Exerzitien für Jungarbeiterinnen, August 1870

      

2. Die Arbeit

Meine Kinder, heute Abend will ich euch etwas über die Arbeit sagen: sie ist das große Gesetz, das allen auferlegt ist.

Was ist einer auf der Welt, der nicht arbeitet? Man muss arbeiten im Schweiße seines Angesichtes oder im Schweiß des Herzens. Und der Schweiß des Herzens ist unendlich mühsamer als jener der Stirn, denn es ist der Schweiß der Tränen und der Enttäuschungen der Eigenliebe.

Am Anfang der Welt hatte Gott Adam in das irdische Paradies gesetzt, um hier zu arbeiten, aber es war eine Arbeit reinen Vergnügens. Nach seiner Sünde wurde Adam zu einer mühsamen Arbeit verurteilt, die Hände, Füße und Rücken ermüdet. Aber bei aller verbliebenen Strafe für die Sünde wurde die Arbeit geadelt und geheiligt durch den Sohn Gottes, der viele Jahre mit seinen göttlichen Händen arbeiten wollte.

Ich habe euch schon erzählt, dass ich vor fünf oder sechs Jahren das kleine Haus von Nazareth gesehen habe, in dem Jesus und Maria ihre Zeit mit Handarbeit verbrachten. Hier erfüllte das Jesuskind jeden Tag die Aufgabe, die ihm von seiner Mutter aufgetragen wurde. Hier verfertigte und nähte Maria die Kleider ihres göttlichen Sohnes. Eine Arbeit, die als Vorbilder Gott und seine Mutter hat, ist daher etwas Edles und Erhabenes! Und ich schätze das Wissen viel höher, dass Gott mir ein Beispiel gegeben und die Arbeit geheiligt hat, als all die humanitären Theorien zu denken, die erfunden wurden, um entweder die Arbeit herabzuwürdigen oder die Menschen zu überreden, dass sie mit Begeisterung arbeiten. Ich habe gegenwärtig Arbeiter, die mir einen Brunnen graben. Sie stehen bis zu den Knien im Wasser. Sollte ich ihnen sagen: „Meine Freunde, arbeitet mit Begeisterung?“ Wahrhaftig ein schöner Beweggrund zur Begeisterung, so tief im Wasser zu stecken! Viel lieber denke ich daran, dass es im Himmel drei göttliche Personen gibt, dass eine davon Mensch geworden ist und dreißig Jahre ihres Lebens gearbeitet hat: dass auf der ersten Stufe seines Thrones eine Frau sitzt, die nicht Gott ist, die aber Gott die Menschennatur geschenkt hat. Dass diese Frau dieses schönste und edelste aller Geschöpfe, ebenso ihr Leben in Arbeit verbracht hat.

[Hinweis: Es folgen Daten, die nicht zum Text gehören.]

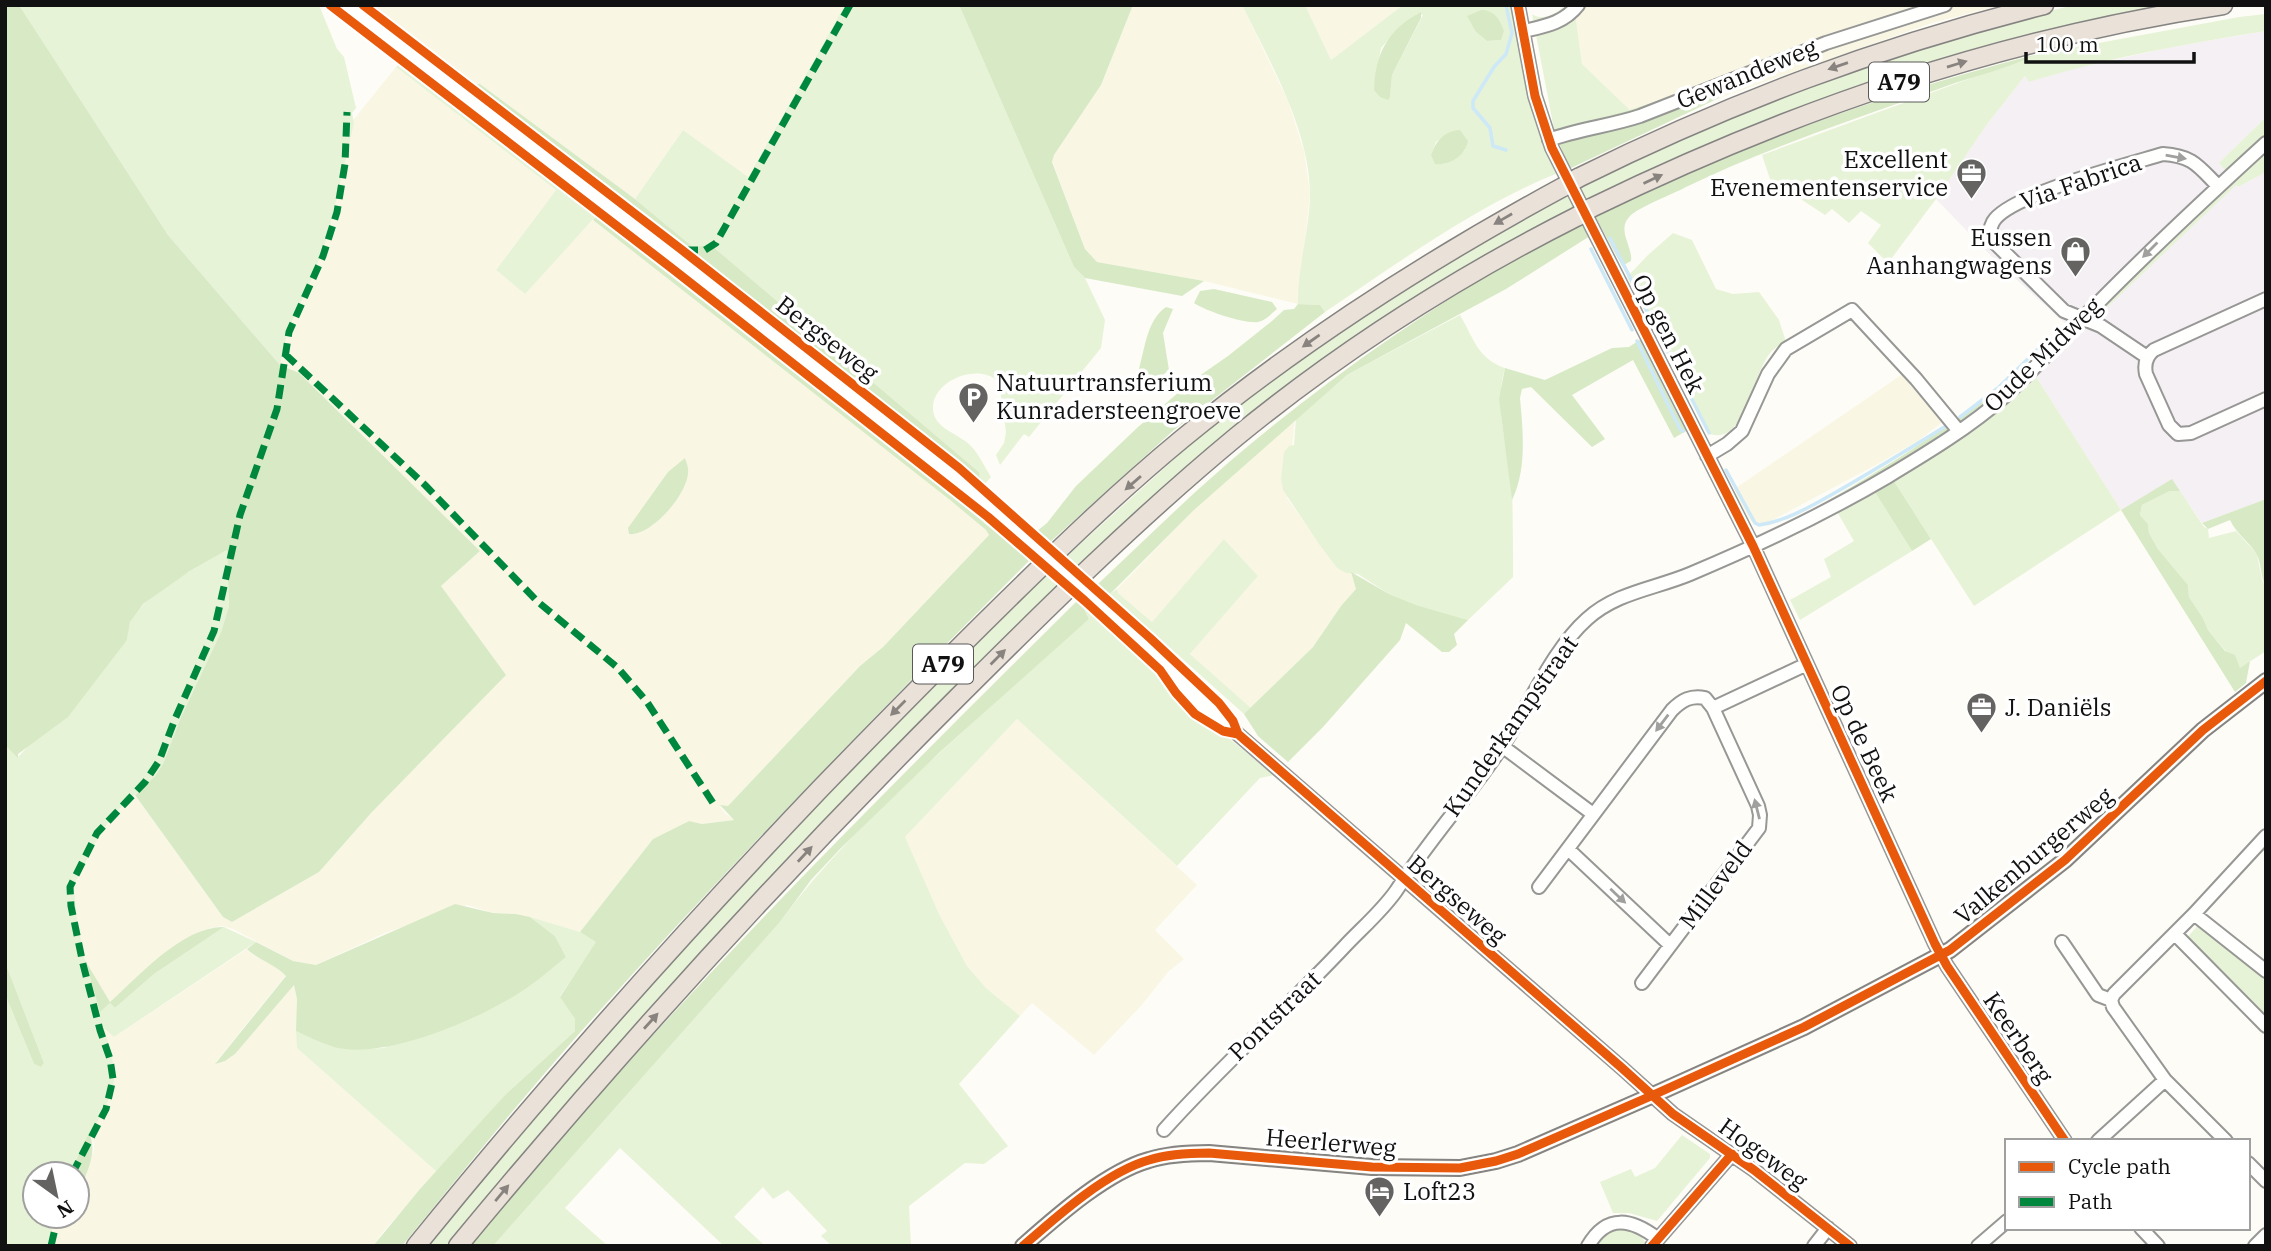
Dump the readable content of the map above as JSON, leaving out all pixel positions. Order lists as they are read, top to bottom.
{
  "streets": {
    "highway": ["A79"],
    "main road": ["Valkenburgerweg", "Heerlerweg"],
    "street": [
      "Gewandeweg",
      "Via Fabrica",
      "Op gen Hek",
      "Bergseweg",
      "Oude Midweg",
      "Kunderkampstraat",
      "Op de Beek",
      "Milleveld",
      "Pontstraat",
      "Keerberg",
      "Hogeweg"
    ]
  },
  "crossings": [
    ["Gewandeweg", "Op gen Hek"],
    ["Via Fabrica", "Oude Midweg"],
    ["Op gen Hek", "Oude Midweg"],
    ["Op gen Hek", "Kunderkampstraat"],
    ["Op gen Hek", "Op de Beek"],
    ["Bergseweg", "Kunderkampstraat"],
    ["Bergseweg", "Valkenburgerweg"],
    ["Bergseweg", "Pontstraat"],
    ["Bergseweg", "Heerlerweg"],
    ["Bergseweg", "Hogeweg"],
    ["Oude Midweg", "Kunderkampstraat"],
    ["Oude Midweg", "Op de Beek"],
    ["Kunderkampstraat", "Op de Beek"],
    ["Kunderkampstraat", "Pontstraat"],
    ["Op de Beek", "Valkenburgerweg"],
    ["Op de Beek", "Keerberg"],
    ["Valkenburgerweg", "Keerberg"],
    ["Valkenburgerweg", "Heerlerweg"],
    ["Valkenburgerweg", "Hogeweg"],
    ["Heerlerweg", "Hogeweg"]
  ],
  "places": {
    "office": ["Excellent Evenementenservice", "J. Daniëls"],
    "shop": ["Eussen Aanhangwagens"],
    "parking": ["Natuurtransferium Kunradersteengroeve"],
    "hotel": ["Loft23"]
  },
  "legend": ["Cycle path", "Path"],
  "scale_bar": "100 m",
  "north": "bottom right"
}
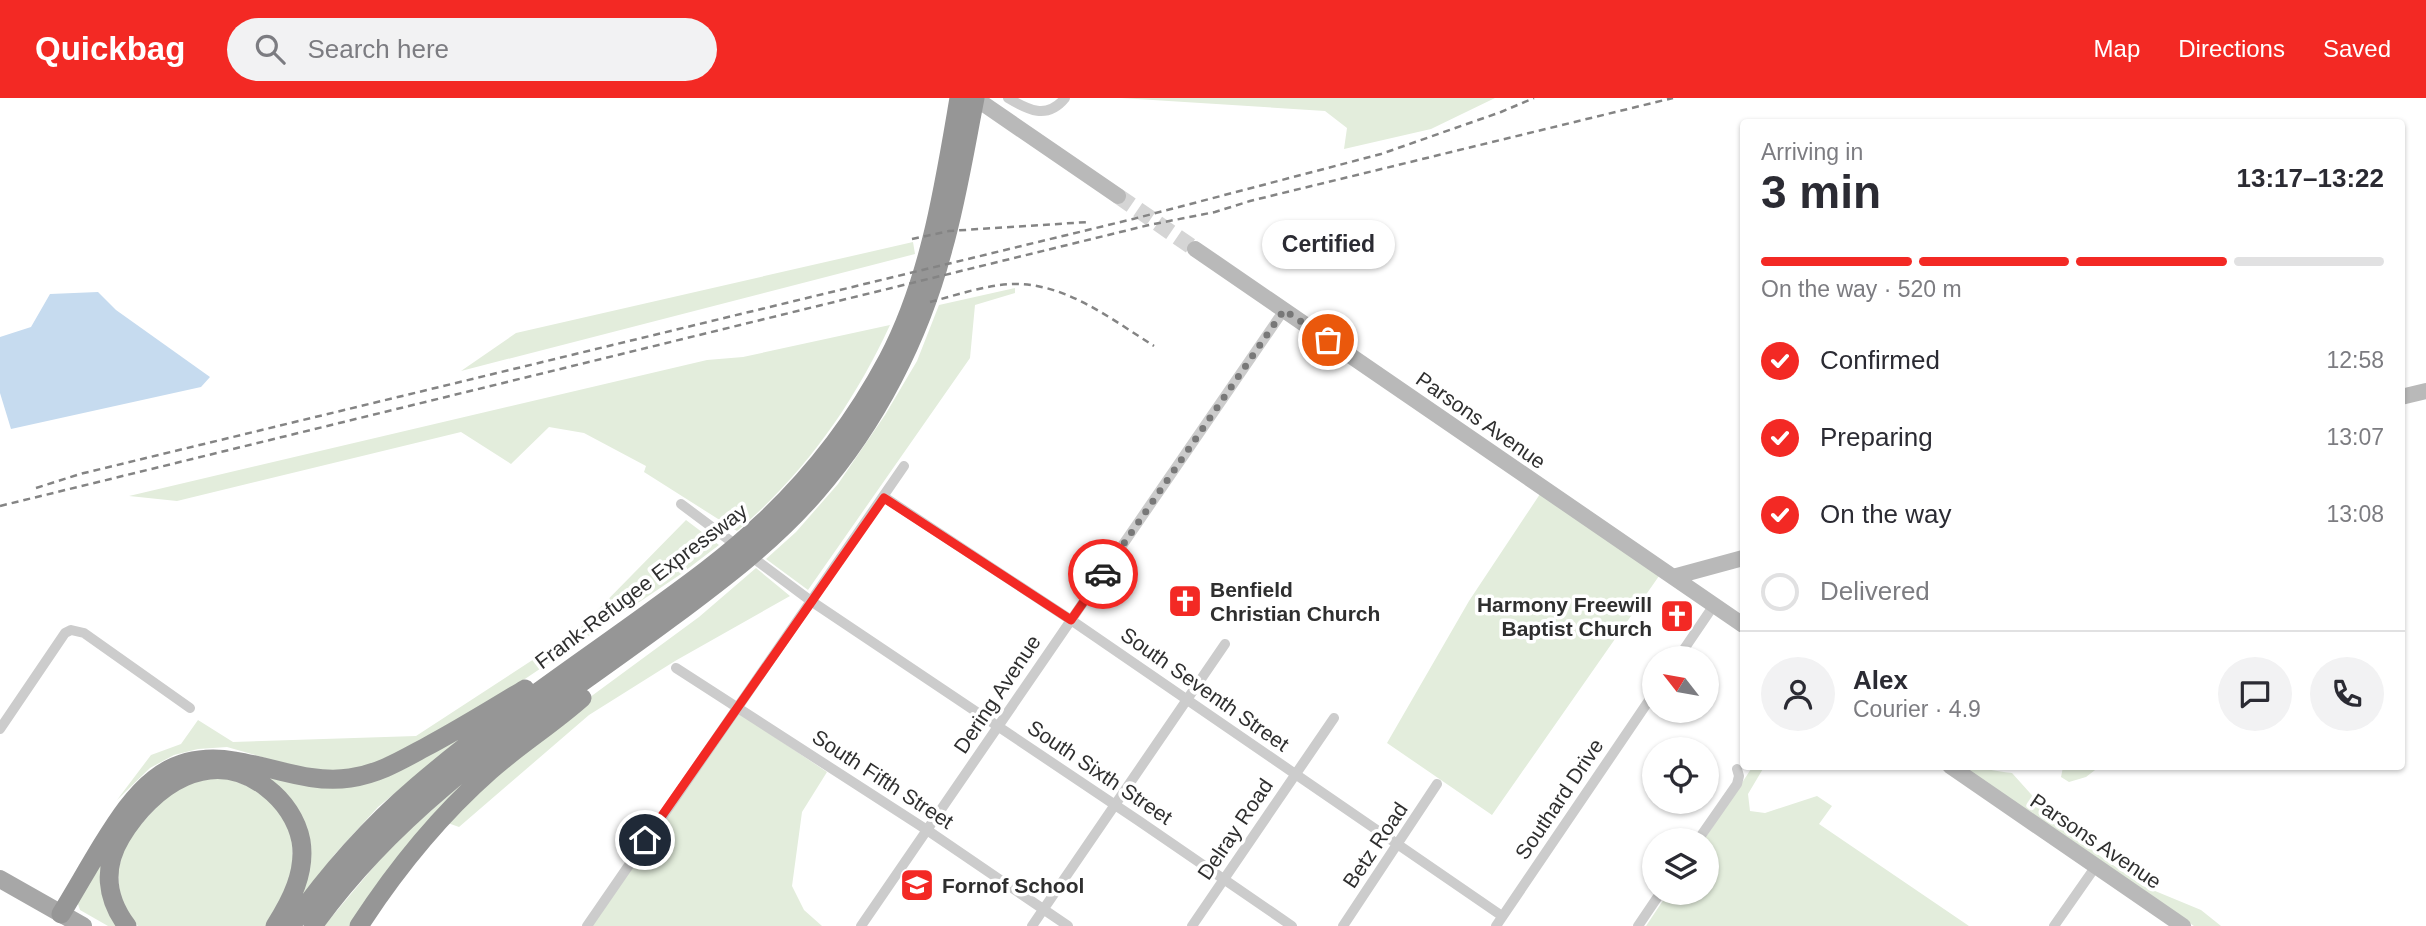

Damit aber die Arbeit wirklich gut und dieser göttlichen Vorbilder würdig ist, muss sie zwei Eigenschaften haben: sie muss gut und fromm getan werden.

Damit die Arbeit recht getan wird, meine Kinder, müsst ihr gewissenhaft der Person, die euch anstellt, alle Zeit widmen, die ihr gebührt. Es darf offenbar keine Arbeit sein, die ein wenig die Zeit vertreibt: das wäre nicht gerecht. Vielmehr muss die Zeit und der Arbeitstag gewissenhaft ausgefüllt werden.

Außerdem muss die Arbeit fromm getan werden. Was hindert euch, wenn ihr euer Tagewerk beginnt, eure Arbeit Gott aufzuopfern und zur heiligen Jungfrau zu sagen: „Meine gute Mutter, ich schenke dir alle Stücke, die ich nähen werde. Ich vereinige mich mit dir, wie du im kleinen Haus von Nazareth für das Jesuskind gearbeitet hast?“ Warum macht ihr es nicht wie eine heilige Seele, die ich gekannt habe? Sie bat Gott, dass alle Dinge, die sie bei der Arbeit berührte und die dann in die Hände anderer übergingen, jedem von ihnen etwas von er Gnade und Barmherzigkeit Gottes bringen.

Aber diese gewissenhafte und fromme Arbeit begegnet oft ernsten Hindernissen. Man ist von Leuten umgeben, die nicht ebenso gewissenhaft sind in der Sorgfalt und in der Verwendung der Zeit. Man scheut sich davor, sich hervorzutun, oder nur den Schein zu erwecken, dass man anderen eine Lektion erteilen möchte, wenn man gewissenhafter ist als sie. Um dem zu entgehen, liebe Kinder, müsst ihr, während ihr selbst sehr treu seid, gegen alle verträglich sein, aber im Grundsätzlichen bleiben.

Was die fromme Arbeit betrifft, ist das recht schwierig zu verwirklichen, wo viele Arbeiterinnen und Arbeiter beisammen sind. Doch glaubt mir, erhebt euer Herz zu Gott und zu eurer guten Mutter im Himmel, und Gott, der auf Erden gearbeitet hat, wird sich selbst zu eurem Belohner machen, indem er euch Anteil an seiner Herrlichkeit gibt. So sei es.